■ Given data
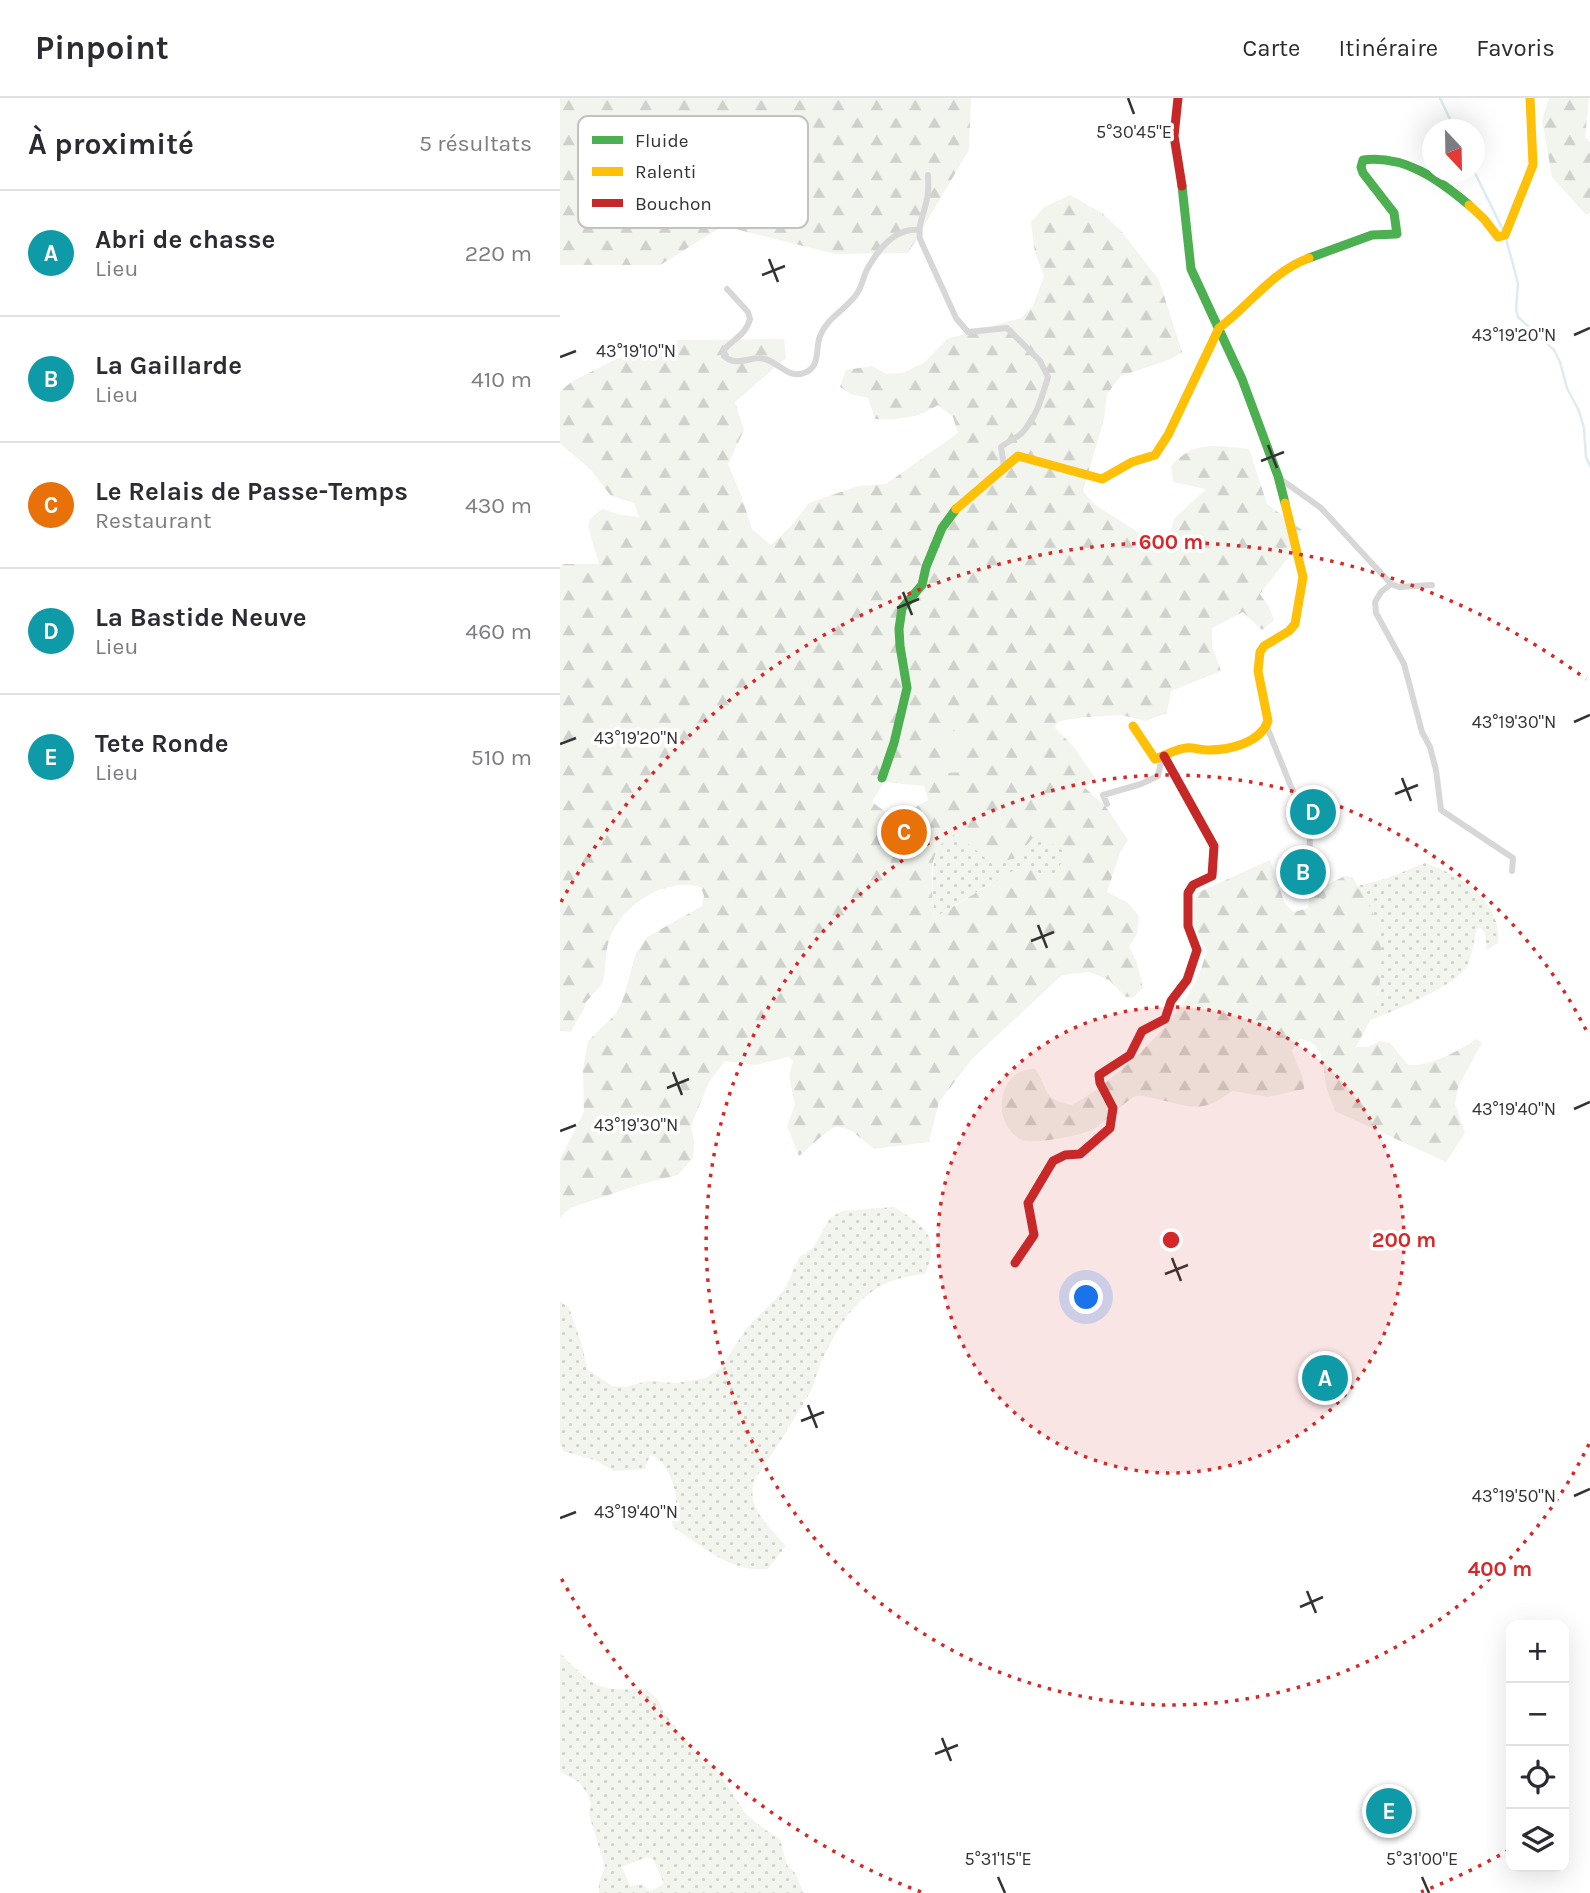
<!DOCTYPE html>
<html lang="fr">
<head>
<meta charset="utf-8">
<style>
	:root { --surface:#fff; --page:#f7f7f7; --text:#2b2b33; --muted:#7c7c81; --line:#e1e1e2; --accent:#d93025 }
	body { margin:0; font-family:Karla,sans-serif; background:var(--page); color:var(--text) }
	.controls { position:absolute; right:21px; bottom:21px; display:grid; overflow:hidden; border-radius:14px; box-shadow:0 7px 28px #0002 }
	.controls button { width:63px; height:63px; display:grid; place-items:center; padding:0; border:0; border-bottom:2px solid var(--line); background:var(--surface); color:var(--text); font:35px sans-serif }
	.compass { position:absolute; left:862px; top:21px; width:63px; height:63px; border-radius:50%; background:var(--surface); box-shadow:0 7px 28px #0002; rotate:158deg }
	.you { position:absolute; left:527px; top:1200px; width:24px; height:24px; margin:-18px; border:5px solid #fff; border-radius:50%; background:#1a73e8; box-shadow:0 0 0 10px #1a73e833 }
	.badge { display:grid; place-items:center; width:46px; height:46px; border-radius:50%; background:var(--accent); color:#fff; font-size:23px; font-weight:700 }
	.pin { position:absolute; translate:-50% -50%; border:4px solid #fff; box-shadow:0 2px 7px #0006 }
	.list { margin:0; padding:0; list-style:none }
	h2 { display:flex; justify-content:space-between; align-items:center; height:91px; margin:0; padding:0 28px; font-size:30px }
	h2 small { font-size:23px; font-weight:400; color:var(--muted) }
	.list li { display:grid; grid-template-columns:46px 1fr auto; gap:21px; align-items:center; box-sizing:border-box; height:126px; padding:0 28px; border-top:2px solid var(--line) }
	.list b { display:block; font-size:26px; white-space:nowrap }
	.list p { margin:0; font-size:23px; white-space:nowrap; color:var(--muted) }
	.list em { font-size:23px; font-style:normal; color:var(--muted) }
	.icon { flex:none; width:38px; height:38px; fill:none; stroke:currentColor; stroke-width:2; stroke-linecap:round; stroke-linejoin:round }
	.map { position:relative; flex:none; width:1030px; height:1795px; overflow:hidden }
	header { display:flex; align-items:center; gap:42px; box-sizing:border-box; height:98px; padding:0 35px; background:var(--surface); border-bottom:2px solid var(--line) }
	header strong { font-size:33px }
	nav { display:flex; gap:38px; margin-inline-start:auto; font-size:24px }
	main { display:flex }
	aside { flex:1; background:var(--surface) }
	.map>svg:first-child { display:block }
	.grass { fill:url(#grass-dots); fill-rule:evenodd }
	.forest { fill:url(#forest-firs); fill-rule:evenodd }
	.garden { fill:#f1f5ed }
	.lines { fill:none; stroke-linecap:round; stroke-linejoin:round }
	.stream { stroke:#ddebf3; stroke-width:2.5 }
	.street { stroke:#d7d7d7; stroke-width:6 }
	.fast { stroke:#4caf50; stroke-width:9 }
	.slow { stroke:#ffc107; stroke-width:9 }
	.jam { stroke:#c62828; stroke-width:9 }
	.ticks { fill:none; stroke:#333; stroke-width:2.5 }
	.ring { fill:none; stroke:#d62828; stroke-width:3.5; stroke-dasharray:3.5 7 }
	.key { fill:#fff; stroke:#c2c2c2; stroke-width:2 }
	.key-label { font-size:19px; fill:#333 }
	.ticks-label { font-size:18px; text-anchor:middle; fill:#333; stroke:#fff; stroke-width:7; stroke-linejoin:round; paint-order:stroke }
	.centre { fill:#d62828; stroke:#fff; stroke-width:3.5 }
	.ring-label { font-size:21px; text-anchor:middle; font-weight:bold; fill:#d62828; stroke:#fff; stroke-width:7; stroke-linejoin:round; paint-order:stroke }
</style>
</head>
<body>
<header>
<strong>Pinpoint</strong>
<nav><a>Carte</a><a>Itinéraire</a><a>Favoris</a></nav>
</header>
<main>
<aside>
<h2>À proximité<small>5 résultats</small></h2>
<ul class="list">
<li><span class="badge" style="background:#0f9aa8">A</span><div><b>Abri de chasse</b><p>Lieu</p></div><em>220 m</em></li>
<li><span class="badge" style="background:#0f9aa8">B</span><div><b>La Gaillarde</b><p>Lieu</p></div><em>410 m</em></li>
<li><span class="badge" style="background:#e8710a">C</span><div><b>Le Relais de Passe-Temps</b><p>Restaurant</p></div><em>430 m</em></li>
<li><span class="badge" style="background:#0f9aa8">D</span><div><b>La Bastide Neuve</b><p>Lieu</p></div><em>460 m</em></li>
<li><span class="badge" style="background:#0f9aa8">E</span><div><b>Tete Ronde</b><p>Lieu</p></div><em>510 m</em></li>
</ul>
</aside>
<div class="map">
<svg width="1030" height="1795" viewBox="0 0 1030 1795">
	<defs>
		<pattern id="grass-dots" width="8" height="8" patternUnits="userSpaceOnUse" patternTransform="scale(1.75)"><rect width="8" height="8" fill="#f1f5ed"/><path d="M2 2h.1M6 6h.1" fill="none" stroke="#cfd2cc" stroke-width="1.8" stroke-linecap="round"/></pattern>
		<pattern id="forest-firs" width="22" height="20" patternUnits="userSpaceOnUse" patternTransform="scale(1.75)"><rect width="22" height="20" fill="#f1f5ed"/><path d="M5 1l3.5 6h-7zM16 11l3.5 6h-7z" fill="#cfd2cc"/></pattern>
	</defs>
	<rect width="100%" height="100%" fill="#fff"/>
	<path class="grass" d="M 476,736 L 509,756 L 490,781 L 431,785 L 374,820 C 374,801 364,731 400,738 C 418,741 438,753 456,760 Z
		M 865,765 C 899,776 943,804 938,845 L 927,852 L 925,836 L 921,830 L 917,831 C 913,843 913,857 907,868 C 896,888 832,914 810,922 L 819,893 L 820,870 L 797,788 L 825,781 Z
		M 334,1109 C 366,1129 381,1139 365,1176 C 306,1181 284,1215 261,1265 C 256,1275 255,1286 249,1296 C 232,1325 214,1354 194,1382 C 186,1411 209,1428 226,1448 L 208,1471 C 171,1475 142,1448 113,1429 C 110,1419 117,1410 116,1400 C 115,1386 105,1360 90,1357 L 85,1371 L 54,1373 L 35,1362 L 3,1353 L 0,1345 L 0,1203 L 9,1210 L 22,1247 L 27,1271 L 52,1288 L 66,1289 L 88,1283 L 116,1285 L 146,1280 L 160,1271 L 186,1231 L 225,1191 L 239,1159 L 253,1150 L 270,1120 L 282,1113 Z
		M 0,1555 C 32,1588 39,1595 86,1590 L 99,1603 L 104,1615 L 138,1657 L 157,1672 L 186,1716 L 204,1731 L 220,1741 L 227,1767 L 235,1775 L 244,1795 L 39,1795 L 39,1785 L 45,1768 L 29,1717 L 31,1706 L 27,1695 L 19,1684 L 0,1674 ZM 87,1759 L 93,1761 L 104,1786 L 90,1793 L 82,1786 L 70,1788 L 62,1769 Z"/>
	<path class="forest" d="M 0,0 L 411,0 L 409,52 L 348,155 L 275,156 L 163,128 L 100,167 L 0,167 Z
		M 989,0 L 1029,0 L 1025,39 L 1030,44 L 1030,115 L 1026,117 L 992,79 L 982,22 Z
		M 510,97 L 542,115 L 562,134 L 599,182 L 622,254 L 611,261 L 561,278 L 547,296 L 544,321 L 523,393 L 535,407 L 605,451 L 614,421 L 646,391 L 613,384 L 611,368 C 635,341 657,348 689,351 L 707,406 L 742,432 L 731,456 L 700,496 L 709,509 L 714,522 L 702,532 L 683,514 L 652,530 L 652,548 L 661,573 L 611,593 L 607,615 L 586,623 L 561,617 L 526,619 L 500,623 L 494,629 L 514,649 L 535,680 L 524,689 L 546,709 L 568,742 L 560,755 L 547,794 L 568,805 L 579,818 L 577,836 L 569,849 L 577,865 L 583,890 L 574,899 L 566,899 L 549,882 L 529,874 L 502,877 L 412,961 L 379,1004 L 369,1044 L 314,1051 L 292,1033 L 278,1028 C 262,1035 253,1047 239,1058 L 227,1028 L 235,1007 L 229,978 L 233,963 L 229,959 L 195,967 L 165,963 L 149,984 L 131,1028 L 134,1044 L 133,1060 L 118,1077 L 81,1086 L 10,1110 L 0,1120 L 0,1061 L 24,1014 L 23,971 L 28,943 L 55,917 L 62,904 L 76,855 L 87,839 L 142,808 L 144,798 L 141,789 C 103,779 59,808 48,846 C 45,856 46,874 43,883 C 40,890 31,898 26,904 C 25,914 15,923 11,934 L 0,933 L 0,469 L 3,466 L 39,466 L 28,428 L 30,421 L 42,411 L 61,417 L 79,419 L 74,405 L 51,398 L 32,373 L 0,345 L 0,293 L 13,283 L 56,261 L 89,253 L 118,242 L 224,241 L 226,260 L 175,304 L 184,332 L 168,366 L 181,397 L 192,431 L 211,447 L 232,427 L 249,405 L 298,388 L 326,386 L 398,335 L 393,319 L 378,307 C 358,320 339,322 315,321 L 308,300 L 291,296 L 280,289 L 286,272 L 312,268 L 326,276 L 343,275 L 365,264 L 387,241 L 461,220 L 473,208 L 484,178 L 475,155 L 471,124 L 484,109 ZM 324,684 L 364,688 L 368,702 L 335,721 L 312,704 ZM 476,736 L 508,756 L 490,781 L 464,766 L 374,820 C 373,792 362,745 398,737 L 432,766 L 456,760 Z
		M 710,762 L 725,806 L 734,814 L 748,810 L 750,795 L 785,778 L 793,779 C 799,794 812,808 816,823 C 825,853 822,891 811,920 C 807,930 800,940 796,949 L 808,949 L 820,943 L 830,945 L 848,967 C 870,968 898,954 916,941 L 922,945 L 898,989 L 895,1006 L 905,1035 L 886,1064 L 775,1013 C 773,1006 769,999 767,991 C 762,971 767,944 740,941 L 732,952 C 735,966 745,977 744,991 L 708,999 L 672,993 C 642,1016 632,1009 597,1001 C 591,1000 583,997 576,998 C 569,1000 543,1025 534,1031 C 523,1037 471,1048 460,1041 C 430,1024 438,970 475,971 C 491,994 480,1000 512,1007 C 551,986 613,929 633,889 C 639,878 643,865 647,853 C 634,835 631,816 637,795 Z"/>
	<path class="garden" d="M 404,632 L 407,674 L 386,675 L 384,634 Z"/>
	<g class="lines">
		<path class="stream" d="M 880,0 L 895,32
			M 914,73 L 944,134
			M 946,141 L 958,185 L 956,212 L 958,219 L 994,252 L 1000,264 L 1007,290 L 1019,313 L 1024,330 L 1026,359 L 1030,368"/>
		<path class="street" d="M 368,77 C 368,85 369,94 367,101 C 364,116 358,125 360,141 L 396,220 L 408,234 L 447,230 L 480,263 L 488,279 C 482,299 476,321 461,336 C 455,341 447,344 441,349 L 444,368
			M 167,191 L 188,214 L 190,221 C 186,237 173,241 164,252 L 164,258 C 177,270 191,257 205,261 C 219,265 229,281 244,275 C 261,269 255,251 260,238 C 267,220 285,212 296,197 C 303,188 303,177 309,168 C 320,149 337,130 359,132
			M 719,380 L 761,410 L 831,486 L 839,489 L 872,487
			M 831,486 L 821,494 L 815,504 L 816,515 L 844,566 L 862,634 L 870,649 L 876,672 L 881,712 L 953,760 L 952,773
			M 707,629 L 750,736 L 749,770 L 763,798
			M 547,706 L 543,697 L 581,686 L 598,678 L 602,659"/>
		<path class="fast" d="M 622,88 L 631,171 L 682,281 L 718,378 L 725,405
			M 749,160 L 812,137 L 837,136 L 834,115 L 803,75 L 801,69 L 803,62 C 845,57 878,81 909,107
			M 322,680 L 334,645 L 347,590 L 340,548 L 339,531 L 342,510 L 362,487 L 366,469 L 382,430 L 396,411"/>
		<path class="slow" d="M 909,107 L 924,121 L 938,139 L 945,137 L 973,67 L 970,0
			M 396,411 L 458,358 L 542,381 L 572,364 L 595,357 L 608,337 L 659,230 C 690,207 711,174 749,160
			M 573,628 L 595,661 C 605,658 615,651 626,650 C 633,649 640,652 648,652 C 670,652 700,645 708,623 L 698,573 L 700,554 L 704,548 L 729,533 L 735,526 L 743,479 L 725,405"/>
		<path class="jam" d="M 618,0 L 614,38 L 622,88
			M 455,1165 L 474,1137 L 468,1105 L 493,1063 L 505,1057 L 520,1056 L 550,1030 L 553,1010 L 540,985 L 539,977 L 570,957 L 582,933 L 605,921 L 611,903 L 627,882 L 637,852 L 628,828 L 628,795 L 633,787 L 652,778 L 654,748 L 604,658"/>
	</g>
	<path class="ticks" d="M 568,0 L 574,16M 209,161 L 218,184M 202,177 L 225,168M 1014,237 L 1030,230M 0,259 L 16,253M 708,347 L 717,370M 701,363 L 724,354M 343,494 L 352,517M 337,510 L 359,501M 1014,624 L 1030,617M 0,646 L 16,640M 842,680 L 851,703M 835,696 L 858,687M 478,827 L 487,850M 471,843 L 494,834M 113,974 L 122,997M 107,990 L 129,981M 1014,1011 L 1030,1004M 0,1033 L 16,1027M 612,1160 L 621,1183M 605,1176 L 628,1167M 248,1307 L 257,1330M 241,1323 L 264,1314M 1014,1398 L 1030,1391M 0,1420 L 16,1414M 747,1493 L 756,1515M 740,1509 L 763,1499M 382,1640 L 391,1663M 375,1656 L 398,1647M 438,1779 L 445,1795M 862,1779 L 869,1795"/>
	<circle cx="611" cy="1142" r="233" fill="#d62828" fill-opacity=".12"/>
	<g class="ring">
		<circle cx="611" cy="1142" r="233"/>
		<path d="M1029 1346A465 465 0 1 1 1029 938"/>
		<path d="M949 1752A698 698 0 0 1 861 1794M361 1794A698 698 0 0 1 1 1480M1 804A698 698 0 0 1 1026 581"/>
	</g>
	<rect x="18" y="18" width="230" height="112" rx="10" class="key"/>
	<rect x="32" y="38" width="31" height="8" fill="#4caf50"/>
	<rect x="32" y="69" width="31" height="9" fill="#ffc107"/>
	<rect x="32" y="101" width="31" height="8" fill="#c62828"/>
	<g class="key-label">
		<text x="75" y="49">Fluide</text>
		<text x="75" y="80">Ralenti</text>
		<text x="75" y="112">Bouchon</text>
	</g>
	<g class="ticks-label">
		<text x="574" y="40">5°30'45"E</text>
		<text x="954" y="243">43°19'20"N</text>
		<text x="76" y="259">43°19'10"N</text>
		<text x="954" y="630">43°19'30"N</text>
		<text x="76" y="646">43°19'20"N</text>
		<text x="954" y="1017">43°19'40"N</text>
		<text x="76" y="1033">43°19'30"N</text>
		<text x="954" y="1404">43°19'50"N</text>
		<text x="76" y="1420">43°19'40"N</text>
		<text x="438" y="1767">5°31'15"E</text>
		<text x="862" y="1767">5°31'00"E</text>
	</g>
	<circle cx="611" cy="1142" r="10" class="centre"/>
	<g class="ring-label">
		<text x="611" y="451">600 m</text>
		<text x="844" y="1149">200 m</text>
		<text x="940" y="1478">400 m</text>
	</g>
</svg>
<div class="controls">
<button>+</button>
<button>−</button>
<button><svg class="icon" aria-label="locate" viewBox="0 0 24 24"><circle cx="12" cy="12" r="6"/><path d="M12 2v4M12 18v4M2 12h4M18 12h4"/></svg></button>
<button><svg class="icon" aria-label="layers" viewBox="0 0 24 24"><path d="M12 4l9 5-9 5-9-5zM3 14l9 5 9-5"/></svg></button>
</div>
<svg class="compass" viewBox="-18 -18 36 36"><path d="M0-13l5 13h-10z" fill="#e53935"/><path d="M0 13l5-13h-10z" fill="#7c7c81"/></svg>
<div class="you"></div>
<div class="pin badge" style="left:765px;top:1280px;background:#0f9aa8">A</div>
<div class="pin badge" style="left:743px;top:774px;background:#0f9aa8">B</div>
<div class="pin badge" style="left:344px;top:734px;background:#e8710a">C</div>
<div class="pin badge" style="left:753px;top:714px;background:#0f9aa8">D</div>
<div class="pin badge" style="left:829px;top:1713px;background:#0f9aa8">E</div>
</div>
</main>
</body>
</html>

■ Task to carry out
Among the lines above, find those carrying the word "overflow" and copy them out.

■ Result
	.controls { position:absolute; right:21px; bottom:21px; display:grid; overflow:hidden; border-radius:14px; box-shadow:0 7px 28px #0002 }
	.map { position:relative; flex:none; width:1030px; height:1795px; overflow:hidden }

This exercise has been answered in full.